Formerly, when the situation was more simple than at present, there were always at the outbreak of war a few experienced experts who could correctly estimate the prospects for each side in the struggle, for it was usually fairly clear from the very beginning what each side wanted to gain and what in the case of victory each would gain. But in the present situation there is not a word of prophecy which can be uttered in face of the fact that the most terrible war known to history has broken out without any of the powers involved in the least wishing it. It was in Russia first that at the last moment the war party seemed to have gained the upper hand and to have set in motion the whole bloody sport. We may rely on it that the statesmen of Austria were of the honest belief that they could localize the conflict with Servia.
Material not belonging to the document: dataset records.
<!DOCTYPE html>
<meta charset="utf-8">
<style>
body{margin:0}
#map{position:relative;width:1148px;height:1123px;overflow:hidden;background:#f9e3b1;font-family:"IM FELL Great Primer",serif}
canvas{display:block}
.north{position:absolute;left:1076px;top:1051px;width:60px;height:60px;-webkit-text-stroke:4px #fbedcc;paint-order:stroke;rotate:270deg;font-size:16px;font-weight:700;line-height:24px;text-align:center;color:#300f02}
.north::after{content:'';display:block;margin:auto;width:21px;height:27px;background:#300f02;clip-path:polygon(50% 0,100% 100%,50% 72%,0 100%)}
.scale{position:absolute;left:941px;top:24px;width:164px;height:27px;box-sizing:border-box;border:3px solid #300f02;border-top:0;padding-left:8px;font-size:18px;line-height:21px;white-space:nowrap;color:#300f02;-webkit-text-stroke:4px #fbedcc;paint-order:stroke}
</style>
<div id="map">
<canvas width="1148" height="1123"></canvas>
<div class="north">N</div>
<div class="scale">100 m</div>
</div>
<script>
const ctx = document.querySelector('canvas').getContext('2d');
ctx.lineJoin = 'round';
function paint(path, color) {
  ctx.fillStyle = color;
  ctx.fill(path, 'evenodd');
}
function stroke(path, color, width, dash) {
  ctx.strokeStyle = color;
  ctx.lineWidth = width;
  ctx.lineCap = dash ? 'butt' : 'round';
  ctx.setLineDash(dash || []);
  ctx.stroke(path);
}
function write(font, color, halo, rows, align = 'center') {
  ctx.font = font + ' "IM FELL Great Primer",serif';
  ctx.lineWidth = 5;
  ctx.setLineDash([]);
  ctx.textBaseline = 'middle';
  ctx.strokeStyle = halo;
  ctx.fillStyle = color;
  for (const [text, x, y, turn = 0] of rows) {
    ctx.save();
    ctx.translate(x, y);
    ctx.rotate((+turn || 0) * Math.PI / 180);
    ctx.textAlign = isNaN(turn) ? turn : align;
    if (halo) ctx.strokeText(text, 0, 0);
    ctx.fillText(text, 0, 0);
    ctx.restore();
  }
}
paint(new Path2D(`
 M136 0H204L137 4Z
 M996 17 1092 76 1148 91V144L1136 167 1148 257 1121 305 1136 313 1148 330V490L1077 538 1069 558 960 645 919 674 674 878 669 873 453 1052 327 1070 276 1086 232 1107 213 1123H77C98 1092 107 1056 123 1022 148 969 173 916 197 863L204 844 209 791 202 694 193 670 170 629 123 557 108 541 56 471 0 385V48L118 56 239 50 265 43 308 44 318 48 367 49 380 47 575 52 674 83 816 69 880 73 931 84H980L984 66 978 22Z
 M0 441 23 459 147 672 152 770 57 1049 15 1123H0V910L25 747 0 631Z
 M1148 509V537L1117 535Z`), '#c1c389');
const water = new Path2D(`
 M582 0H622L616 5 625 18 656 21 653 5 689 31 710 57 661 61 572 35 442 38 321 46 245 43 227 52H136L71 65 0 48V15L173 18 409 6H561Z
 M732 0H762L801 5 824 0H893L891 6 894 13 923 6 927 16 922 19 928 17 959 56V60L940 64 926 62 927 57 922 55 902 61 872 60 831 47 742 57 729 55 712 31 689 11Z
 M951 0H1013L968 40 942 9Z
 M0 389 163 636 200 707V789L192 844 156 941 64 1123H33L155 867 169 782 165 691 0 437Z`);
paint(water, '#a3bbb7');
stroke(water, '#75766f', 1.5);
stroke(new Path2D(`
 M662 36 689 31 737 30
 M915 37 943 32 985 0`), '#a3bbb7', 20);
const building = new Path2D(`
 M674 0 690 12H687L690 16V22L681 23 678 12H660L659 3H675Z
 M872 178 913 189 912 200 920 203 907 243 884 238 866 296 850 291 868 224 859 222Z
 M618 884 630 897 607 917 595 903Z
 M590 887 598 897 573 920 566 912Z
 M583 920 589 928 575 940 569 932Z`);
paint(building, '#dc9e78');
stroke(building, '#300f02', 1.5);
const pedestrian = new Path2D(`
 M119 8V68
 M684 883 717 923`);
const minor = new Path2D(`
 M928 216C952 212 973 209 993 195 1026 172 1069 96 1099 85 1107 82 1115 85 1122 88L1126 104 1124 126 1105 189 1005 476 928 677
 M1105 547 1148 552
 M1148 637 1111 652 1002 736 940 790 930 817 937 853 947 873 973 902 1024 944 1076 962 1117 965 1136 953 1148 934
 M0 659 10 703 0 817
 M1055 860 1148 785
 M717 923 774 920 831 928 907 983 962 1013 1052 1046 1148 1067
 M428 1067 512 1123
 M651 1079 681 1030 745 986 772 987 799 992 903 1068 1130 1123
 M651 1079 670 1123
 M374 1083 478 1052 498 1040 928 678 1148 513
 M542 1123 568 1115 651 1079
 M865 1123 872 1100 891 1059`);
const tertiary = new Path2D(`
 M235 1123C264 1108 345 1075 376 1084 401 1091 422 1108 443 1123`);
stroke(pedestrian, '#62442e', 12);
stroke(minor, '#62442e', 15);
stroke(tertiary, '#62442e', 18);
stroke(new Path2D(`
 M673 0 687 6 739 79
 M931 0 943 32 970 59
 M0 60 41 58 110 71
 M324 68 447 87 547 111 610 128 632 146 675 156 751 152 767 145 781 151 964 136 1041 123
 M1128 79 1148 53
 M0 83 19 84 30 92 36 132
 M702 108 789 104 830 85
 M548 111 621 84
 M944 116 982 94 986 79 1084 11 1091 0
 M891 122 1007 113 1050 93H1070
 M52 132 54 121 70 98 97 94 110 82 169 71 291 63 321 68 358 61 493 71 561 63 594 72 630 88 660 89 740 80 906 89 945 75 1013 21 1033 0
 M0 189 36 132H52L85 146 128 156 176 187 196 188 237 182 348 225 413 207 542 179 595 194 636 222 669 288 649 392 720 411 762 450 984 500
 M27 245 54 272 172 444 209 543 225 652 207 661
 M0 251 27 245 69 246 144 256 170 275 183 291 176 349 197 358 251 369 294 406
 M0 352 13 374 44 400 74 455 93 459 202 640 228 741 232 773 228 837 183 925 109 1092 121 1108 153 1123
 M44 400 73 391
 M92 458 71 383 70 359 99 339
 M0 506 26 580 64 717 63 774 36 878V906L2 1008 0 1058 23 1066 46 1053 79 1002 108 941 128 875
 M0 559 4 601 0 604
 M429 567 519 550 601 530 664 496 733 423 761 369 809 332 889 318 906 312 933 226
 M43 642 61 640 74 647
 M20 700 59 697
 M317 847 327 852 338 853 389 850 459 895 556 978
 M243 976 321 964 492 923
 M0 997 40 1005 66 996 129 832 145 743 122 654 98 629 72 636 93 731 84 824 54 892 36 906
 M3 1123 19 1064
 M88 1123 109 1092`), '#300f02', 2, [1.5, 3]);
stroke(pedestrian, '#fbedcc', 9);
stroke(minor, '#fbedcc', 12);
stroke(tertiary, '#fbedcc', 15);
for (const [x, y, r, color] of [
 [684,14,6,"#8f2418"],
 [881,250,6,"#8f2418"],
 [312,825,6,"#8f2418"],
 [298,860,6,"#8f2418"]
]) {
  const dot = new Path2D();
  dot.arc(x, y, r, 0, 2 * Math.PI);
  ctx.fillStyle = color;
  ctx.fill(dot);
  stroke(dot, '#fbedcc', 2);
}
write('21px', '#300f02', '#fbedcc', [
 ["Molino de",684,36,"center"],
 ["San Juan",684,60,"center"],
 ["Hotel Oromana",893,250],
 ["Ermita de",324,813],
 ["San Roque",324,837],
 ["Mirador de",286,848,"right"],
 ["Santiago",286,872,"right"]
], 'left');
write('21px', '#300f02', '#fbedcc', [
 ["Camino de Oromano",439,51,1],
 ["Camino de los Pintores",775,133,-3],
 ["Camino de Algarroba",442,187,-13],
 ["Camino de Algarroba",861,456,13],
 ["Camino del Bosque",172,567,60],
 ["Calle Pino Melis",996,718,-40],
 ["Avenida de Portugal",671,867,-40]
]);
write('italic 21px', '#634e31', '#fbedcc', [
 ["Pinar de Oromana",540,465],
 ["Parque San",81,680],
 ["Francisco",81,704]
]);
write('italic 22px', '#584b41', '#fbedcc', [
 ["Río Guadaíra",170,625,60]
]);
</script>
But it is impossible any longer to consider this world war as a continuation of that conflict. Servia has vanished completely from the horizon, and in the moment when that end disappeared from view, each nation found itself suddenly fighting for nothing else save its own national integrity. The real purposes in this war will not come to the surface until the balance of the power becomes a little more sharply defined. Then in the victors' camp all manner of purposes and desires will suddenly spring up wide awake.

When Everything Is Over.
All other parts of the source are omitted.